Religion And Daily Routine For Men

  • The Romans believed numina were everywhere and in everything:
    • Lares were powerful spirits protecting the home and family; Vesta watched over the hearth; Janus guarded the door; The Penates looked after the store cupboard; Genius - guardian spirits protected paterfamilias and ensured his fertility. Manes/kindly ones: spirits of the family's dead ancestors (special attention was given to them).
  • The paterfamilias would ensure that each day, prayers or offerings were made to the various powers and that the necessary ceremonies were performed.
  • Most homes included a lararium (chapel) to the numina in the atrium.
  • At shrine, offerings/sacrifices made and prayers recited by paterfamilias in ceremony.
  • The sacrifices often took the form of food and drink.
  • Believed that gods took required and humans could consume the rest.
  • The main meal of the day would be accompanied by sacrifices and offerings.
  • The fire of the hearth would be guarded by the women.
  • The hearth in the home had to be kept alight like ToV.
  • Before everyone slept, fire would be stocked, so it could burn alone at night.
  • In the morning, it would be built up anew - from what little fire there was.
  • The fire was meant to burn forever, and it was only when the family moved to another home, would the fire be put out with wine and a small ritual.
2 of 4

Births And Marriages

  • Offerings would be made to different spirits, both during pregnancy and shortly after a child was born.
  • 9 days after a child was born, a ceremony called the dies lustricus took place where the child was named.
  • The naming of a child was significant as male children would be given both the tribal and family names of his ancestors as a mark of respect.
  • A bulla would be presented to children which was intended to bring luck and protection to the child.
  • A Roman marriage was also a time to demonstrate pietas and included a number of rituals and routines to show respect to the lares.
  • Weddings often took place in June as Juno was believed to be the protector of marriages.
  • The day before a wedding, a girl would offer her toys to the family lares (household spirits).
  • A wedding ceremony would begin with sacrifices and a priest holding the omens.
  • At important weddings, the Chief Priest would run the ceremony.
3 of 4

Funerals

  • Mourning/grief was open - Romans designed a flask to measure a woman's weeping - they would be expected to lament by tearing their clothes/hair. 
  • A close relative tried to catch the final breath with a kiss, then close his eyes. All present shouted the dead person's name and careful preparations began.
  • Bodies washed/anointed to prevent decay (rich men lay unburied for a week).
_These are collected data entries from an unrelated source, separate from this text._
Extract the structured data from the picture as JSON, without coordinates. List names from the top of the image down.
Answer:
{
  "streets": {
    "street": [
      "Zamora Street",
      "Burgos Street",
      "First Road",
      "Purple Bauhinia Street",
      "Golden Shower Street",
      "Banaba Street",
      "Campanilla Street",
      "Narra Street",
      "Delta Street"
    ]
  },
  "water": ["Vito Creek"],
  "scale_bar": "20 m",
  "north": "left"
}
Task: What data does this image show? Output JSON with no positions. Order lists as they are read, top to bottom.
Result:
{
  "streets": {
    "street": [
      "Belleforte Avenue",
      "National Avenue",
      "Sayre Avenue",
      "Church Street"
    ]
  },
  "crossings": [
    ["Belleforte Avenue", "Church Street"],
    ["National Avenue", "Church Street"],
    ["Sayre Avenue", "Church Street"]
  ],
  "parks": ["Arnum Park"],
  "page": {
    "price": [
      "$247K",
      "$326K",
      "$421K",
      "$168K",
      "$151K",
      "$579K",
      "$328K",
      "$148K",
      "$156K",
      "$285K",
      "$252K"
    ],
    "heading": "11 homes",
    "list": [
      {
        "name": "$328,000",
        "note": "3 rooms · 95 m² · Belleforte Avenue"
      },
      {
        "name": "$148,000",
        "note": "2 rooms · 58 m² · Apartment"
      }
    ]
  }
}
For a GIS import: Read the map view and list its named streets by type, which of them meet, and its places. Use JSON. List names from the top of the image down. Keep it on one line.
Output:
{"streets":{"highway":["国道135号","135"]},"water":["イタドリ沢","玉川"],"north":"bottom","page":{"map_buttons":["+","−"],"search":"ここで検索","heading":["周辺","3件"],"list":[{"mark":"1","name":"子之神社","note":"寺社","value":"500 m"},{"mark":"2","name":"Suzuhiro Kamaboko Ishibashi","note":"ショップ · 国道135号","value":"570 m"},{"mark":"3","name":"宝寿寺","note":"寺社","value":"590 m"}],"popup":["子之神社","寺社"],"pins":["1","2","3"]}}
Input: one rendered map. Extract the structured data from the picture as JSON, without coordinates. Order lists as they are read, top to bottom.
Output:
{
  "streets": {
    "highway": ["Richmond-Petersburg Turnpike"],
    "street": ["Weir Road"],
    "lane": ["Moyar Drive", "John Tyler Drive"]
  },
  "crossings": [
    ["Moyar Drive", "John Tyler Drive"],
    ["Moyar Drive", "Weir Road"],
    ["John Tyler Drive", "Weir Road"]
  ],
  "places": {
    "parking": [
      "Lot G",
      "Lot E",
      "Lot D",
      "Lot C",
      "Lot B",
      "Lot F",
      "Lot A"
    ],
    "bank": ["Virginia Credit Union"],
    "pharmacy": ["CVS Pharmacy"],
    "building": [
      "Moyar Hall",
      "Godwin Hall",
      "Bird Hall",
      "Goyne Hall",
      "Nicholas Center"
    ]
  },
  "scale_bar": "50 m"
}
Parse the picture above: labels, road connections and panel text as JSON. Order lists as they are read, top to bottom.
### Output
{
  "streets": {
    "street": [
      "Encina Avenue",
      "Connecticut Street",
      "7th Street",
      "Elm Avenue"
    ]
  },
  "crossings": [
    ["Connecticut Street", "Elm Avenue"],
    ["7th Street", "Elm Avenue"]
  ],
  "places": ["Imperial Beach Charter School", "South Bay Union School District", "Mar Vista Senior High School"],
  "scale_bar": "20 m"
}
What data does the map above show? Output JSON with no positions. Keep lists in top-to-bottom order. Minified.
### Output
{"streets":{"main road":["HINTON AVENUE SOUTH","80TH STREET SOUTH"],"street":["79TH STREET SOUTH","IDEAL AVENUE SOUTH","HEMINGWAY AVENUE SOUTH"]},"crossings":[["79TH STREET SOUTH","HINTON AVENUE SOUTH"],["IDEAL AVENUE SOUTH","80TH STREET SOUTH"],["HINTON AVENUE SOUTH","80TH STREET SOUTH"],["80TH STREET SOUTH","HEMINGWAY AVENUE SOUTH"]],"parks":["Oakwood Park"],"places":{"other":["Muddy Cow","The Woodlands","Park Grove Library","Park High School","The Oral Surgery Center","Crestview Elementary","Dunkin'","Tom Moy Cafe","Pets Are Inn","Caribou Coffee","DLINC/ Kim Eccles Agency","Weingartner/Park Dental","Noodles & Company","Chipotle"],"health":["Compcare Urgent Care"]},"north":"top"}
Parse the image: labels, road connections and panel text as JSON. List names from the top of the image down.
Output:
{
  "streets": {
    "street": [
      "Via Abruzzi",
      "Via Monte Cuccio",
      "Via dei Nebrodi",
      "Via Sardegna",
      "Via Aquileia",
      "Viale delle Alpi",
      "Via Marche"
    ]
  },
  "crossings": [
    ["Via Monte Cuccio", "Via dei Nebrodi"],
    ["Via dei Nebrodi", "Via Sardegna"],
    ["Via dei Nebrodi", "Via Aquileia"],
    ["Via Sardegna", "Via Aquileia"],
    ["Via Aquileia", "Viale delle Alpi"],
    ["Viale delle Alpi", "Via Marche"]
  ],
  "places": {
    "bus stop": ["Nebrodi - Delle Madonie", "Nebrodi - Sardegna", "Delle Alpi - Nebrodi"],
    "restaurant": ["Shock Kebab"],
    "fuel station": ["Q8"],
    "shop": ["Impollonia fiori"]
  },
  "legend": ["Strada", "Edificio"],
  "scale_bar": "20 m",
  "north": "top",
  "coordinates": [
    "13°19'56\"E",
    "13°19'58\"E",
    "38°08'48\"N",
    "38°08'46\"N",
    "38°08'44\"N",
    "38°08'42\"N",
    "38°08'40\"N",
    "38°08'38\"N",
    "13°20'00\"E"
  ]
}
Dressed in fine clothes and placed on a special couch in the atrium, surrounded by flowers/wreaths/candles.
  • The hearth's fire would be extinguished for mourning.
  • A herald announced a wealthy man's funeral and undertakers were hired.
  • Torch-bearers/hired mourners led procession e.g. clowns and dancers singing.
  • Pliny the Younger: "wax portraits were made to accompany the family's funeral procession. So whenever someone died, every member of the family who had ever existed was present."
  • Mourners wore portrait heads + dressed in ancestors' finest cloth to show status. Sometimes ancestors travelled by chariot or held by slaves in open coffins. The uncovered corpse lay on a coffin behind ancestors. Following them were living family-mourners and burials happened outside city walls.
  • For cremation the corpse was placed on a funeral pyre and mourners poured wine over ashes and put them in an urn. The urn/coffin was placed in a family tomb.
  • Inscriptions to remember the dead were made on the tomb - like gravestones.
  • They thought it was important to look after ghosts, and feared they'd be haunted if they failed to do so, so things the dead man might need would be left by the tomb.
  • Wine would be poured into special holes in the tomb and banquets would be held on the anniversary of the dead to remember them.
  • The poor had little ceremony and were quietly buried at night in a cemetery.
4 of 4

Comments

No comments have yet been made

Similar Classical Civilization resources:

See all Classical Civilization resources »See all Social Life In Rome resources »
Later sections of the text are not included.